Ingesting Dynamo DB tables into the Landing Zone

Objective

To setup a job that will ingest specified tables from a Dynamo DB instance.

Intended audience

Data Engineers
Data Analysts

Prerequisites

Ensure you have completed the pre-requisites in our getting set up guide.
You have an engineer in the account where the Dynamo DB instance is who can create an IAM role for you in that account.

Creating a role in the account where the Dynamo DB instance is located

You will need someone who has access to the account where the Dynamo DB tables live to help with this. They will need to create two roles, for both our pre-production and production AWS accounts. The roles will both need to have a trust policy that looks like this. One will hold the pre-production account number and the other one, the production account number.

{
    "Version": "2012-10-17",
    "Statement": [
        {
            "Effect": "Allow",
            "Action": "sts:AssumeRole",
            "Principal": {
                "AWS": "<account number of data platform account>"
            }
        }
    ]
}

Both roles should have the following policy attached to the role. Where -- TABLE ARNs HERE -- can be replaced by a list of ARNs for the tables that you want to ingest.

{
  "Version": "2012-10-17"
  "Statement" [
    {
      "Effect" = "Allow"
      "Action" = [
        "dynamodb:List*",
        "dynamodb:Get*",
        "dynamodb:Query",
        "dynamodb:Scan",
        "dynamodb:BatchGet*",
        "dynamodb:DescribeTable*",
        "dynamodb:DescribeStream*",
      ]
      "Resource" = [
        -- TABLE ARNs HERE --
      ]
    }
  ]
}

You will need the role ARN's of both roles, once they have been created, for the next step.

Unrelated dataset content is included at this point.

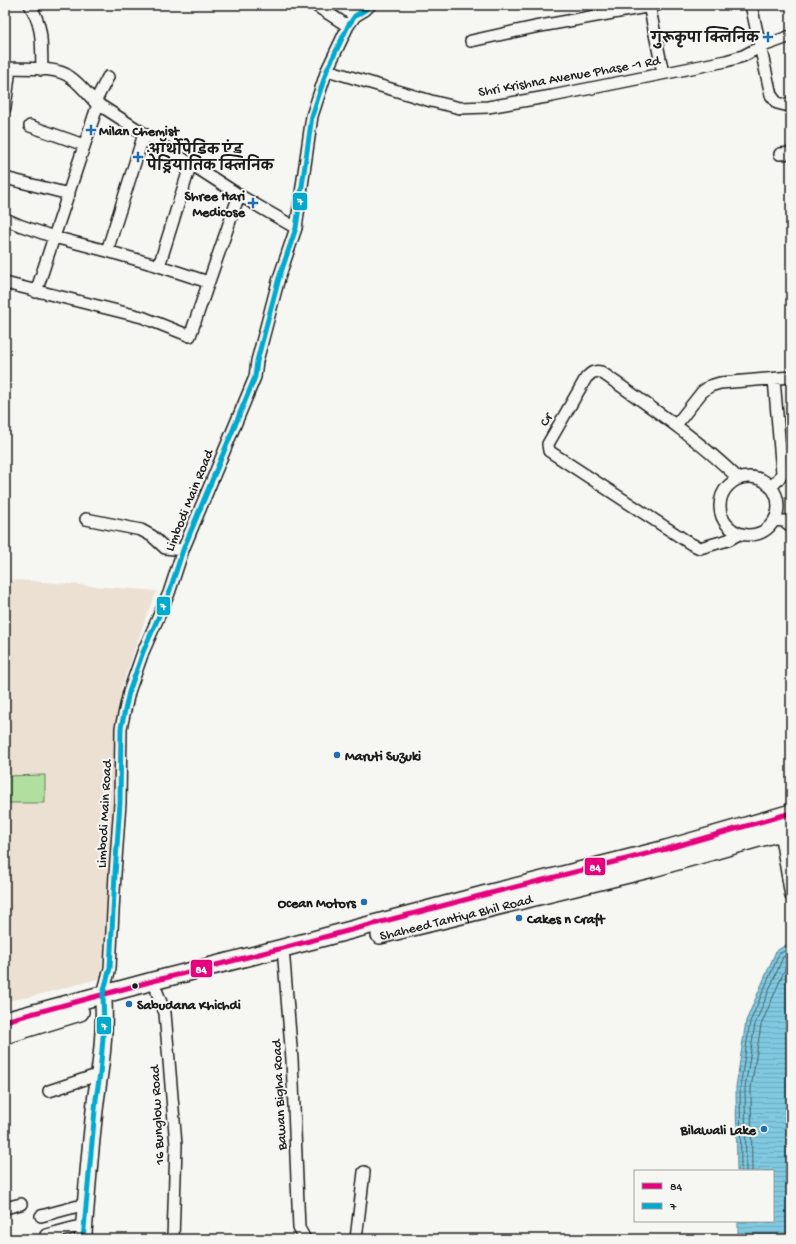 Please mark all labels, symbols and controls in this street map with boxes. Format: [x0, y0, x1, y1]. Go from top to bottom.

Saving the role ARN in the data platform accounts

Complete this step in both pre-production & production AWS accounts.

Login to AWS via Hackney's SSO.
Navigate to SSM parameter store in the AWS console.
Click "Create parameter".
Set the name of the parameter to be something like /where-the-data-is-coming-from/prod/role-arn-to-access-dynamodb-tables. Changing the first section to be the name of the data source, the second section to be the environment the Dynamo DB instance is in, then leaving the third section as is.
Keep note of the parameter name, as you will need it in the next section, and click "Create parameter".

Setting up the AWS Glue job

Open the Data Platform Project. If you don't have the correct permissions, you'll get a '404' error (see getting set up).
Navigate to the main terraform/core directory and add a new file named after the dataset you are ingesting, for example 17-mtfh-tables-ingestion.tf. Click on "Add file" then "Create new file" to do this.
Load the role ARN saved in the previous section in to terraform.

Copy this example code block into the file.

data "aws_ssm_parameter" "role_arn_to_access_housing_tables" {
  name = "/where-the-data-is-coming-from/prod/role-arn-to-access-dynamodb-table"
}

Rename role_arn_to_access_housing_tables to be relevent to the kind of tables you are ingesting.
Change the name /where-the-data-is-coming-from/prod/role-arn-to-access-dynamodb-table to be the name of the parameter you created in the previous section.

Create the glue job & crawler. Copy the example terraform module below into the file.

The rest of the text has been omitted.